As to the accusation that he had sold property at a price Rs.70 lakh above the fair value, the Chief Secretary said the details of the sale of his property in Thiruvananthapuram, before he became the Chief Secretary, had been filed in his statement of immovable property return. He had purchased the land for Rs.1.10 lakh in 1987, and built a house on it at a cost of Rs.11 lakh in 1993. This was sold to the vice-president of the company NEST, Narayanan, in April 2013.

Though he had booked a flat in Greater Noida, it was not purchased as the flat had not been made available in time.

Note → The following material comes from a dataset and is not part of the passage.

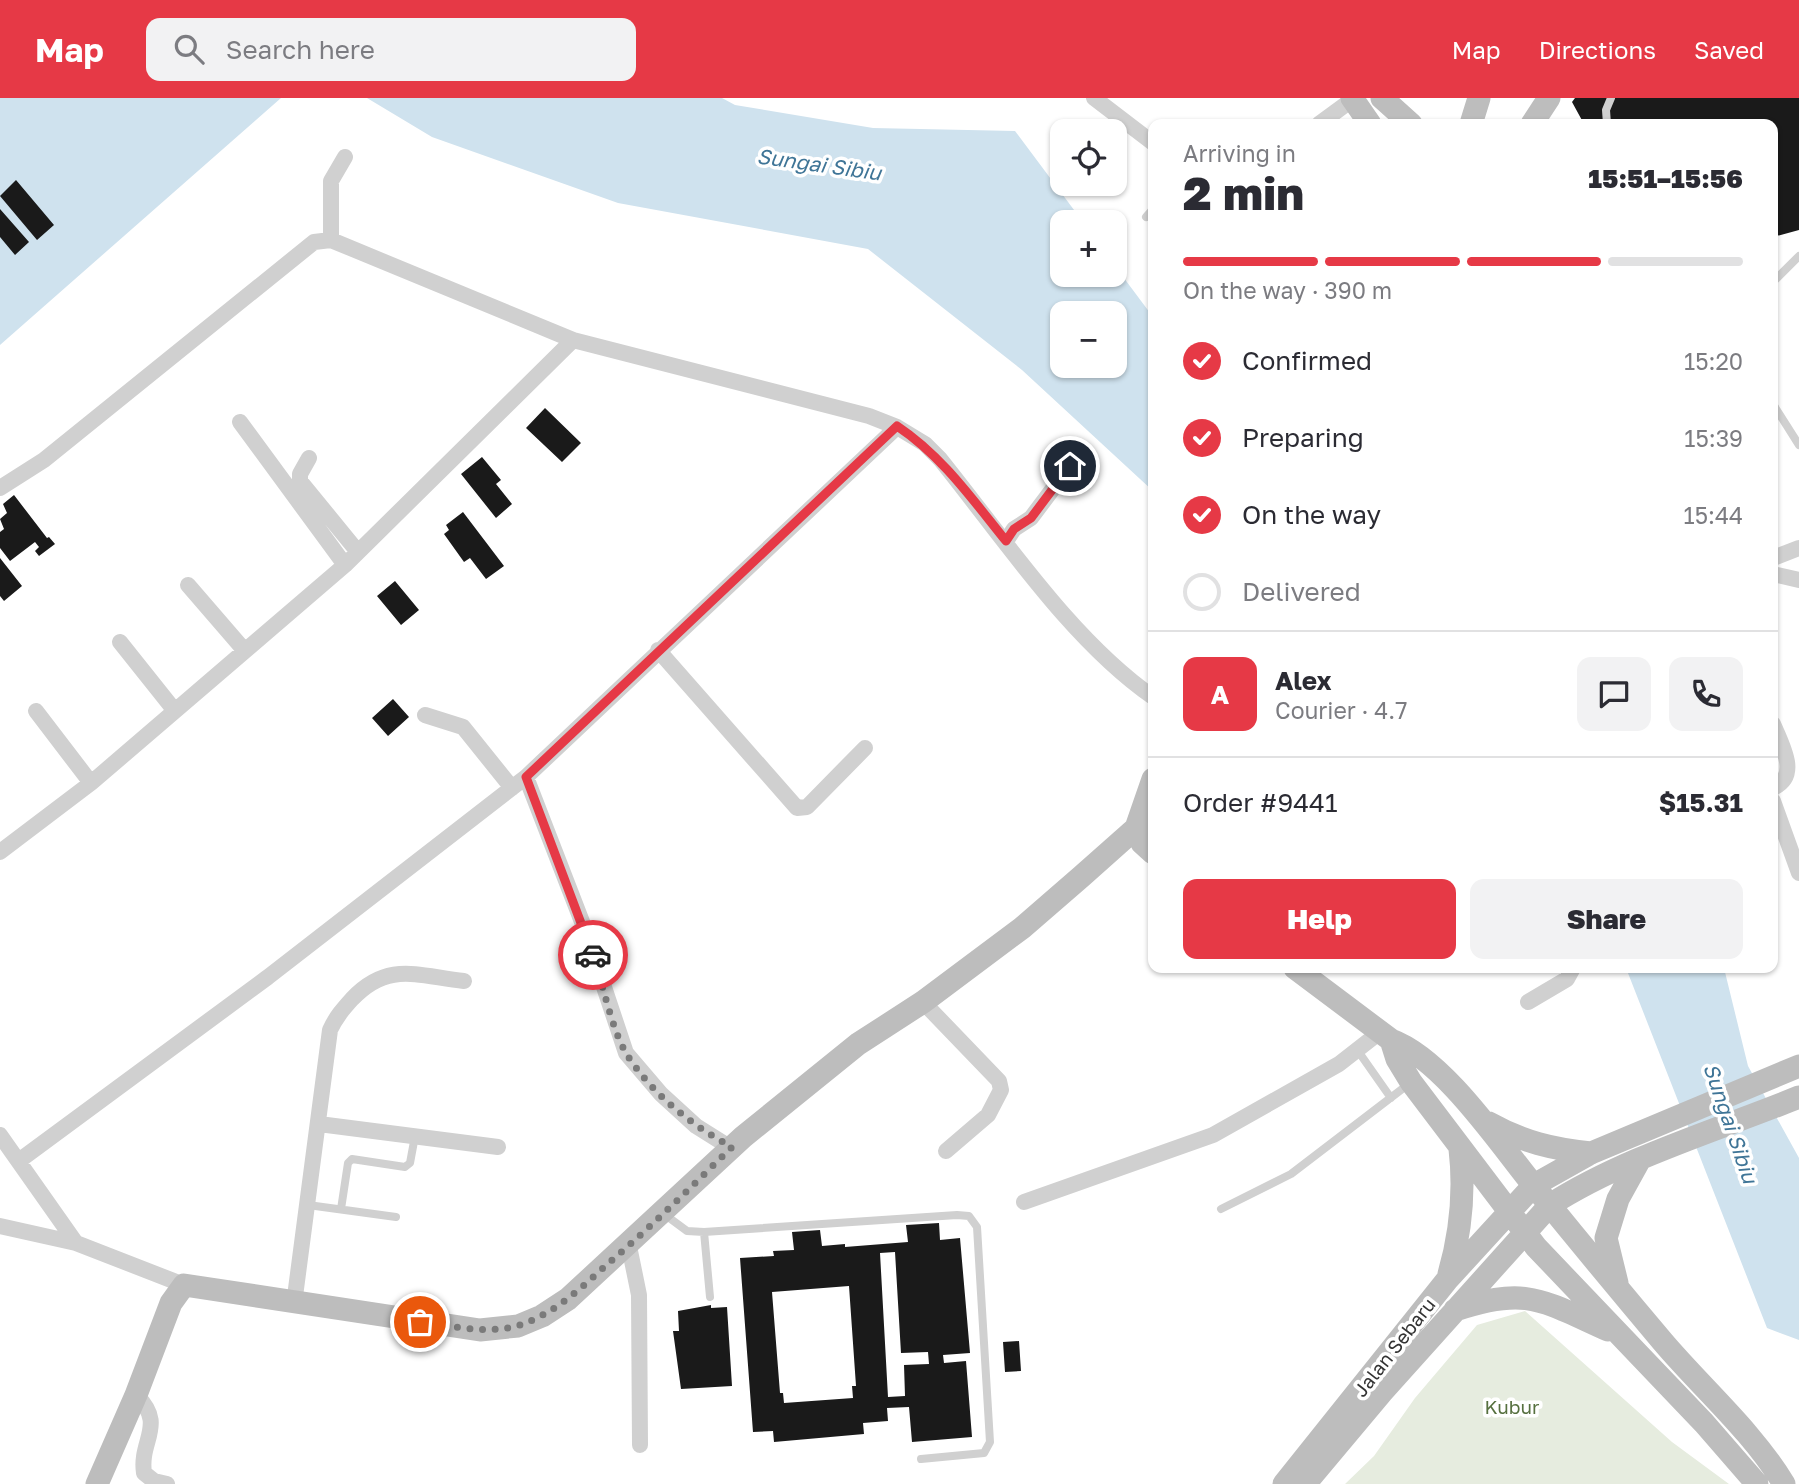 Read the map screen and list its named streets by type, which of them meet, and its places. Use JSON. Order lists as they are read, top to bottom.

The plan to purchase the flat using sales proceeds of his family property (Rs.35.70 lakh) and a loan of Rs.10 lakh was mentioned in the return filed in 2008, but it was omitted from returns filed from January 5, 2012, as the ownership was not transferred in his favour.

Referring to the allegation that an airline was financing the studies of his daughter in the U.S., Mr. Bharat Bhushan said that she was receiving a scholarship of $39,000 for her studies at Mount Holyoke College. The balance of her expenditure would be financed by his son who was employed as a senior financial analyst with the multinational company Shell.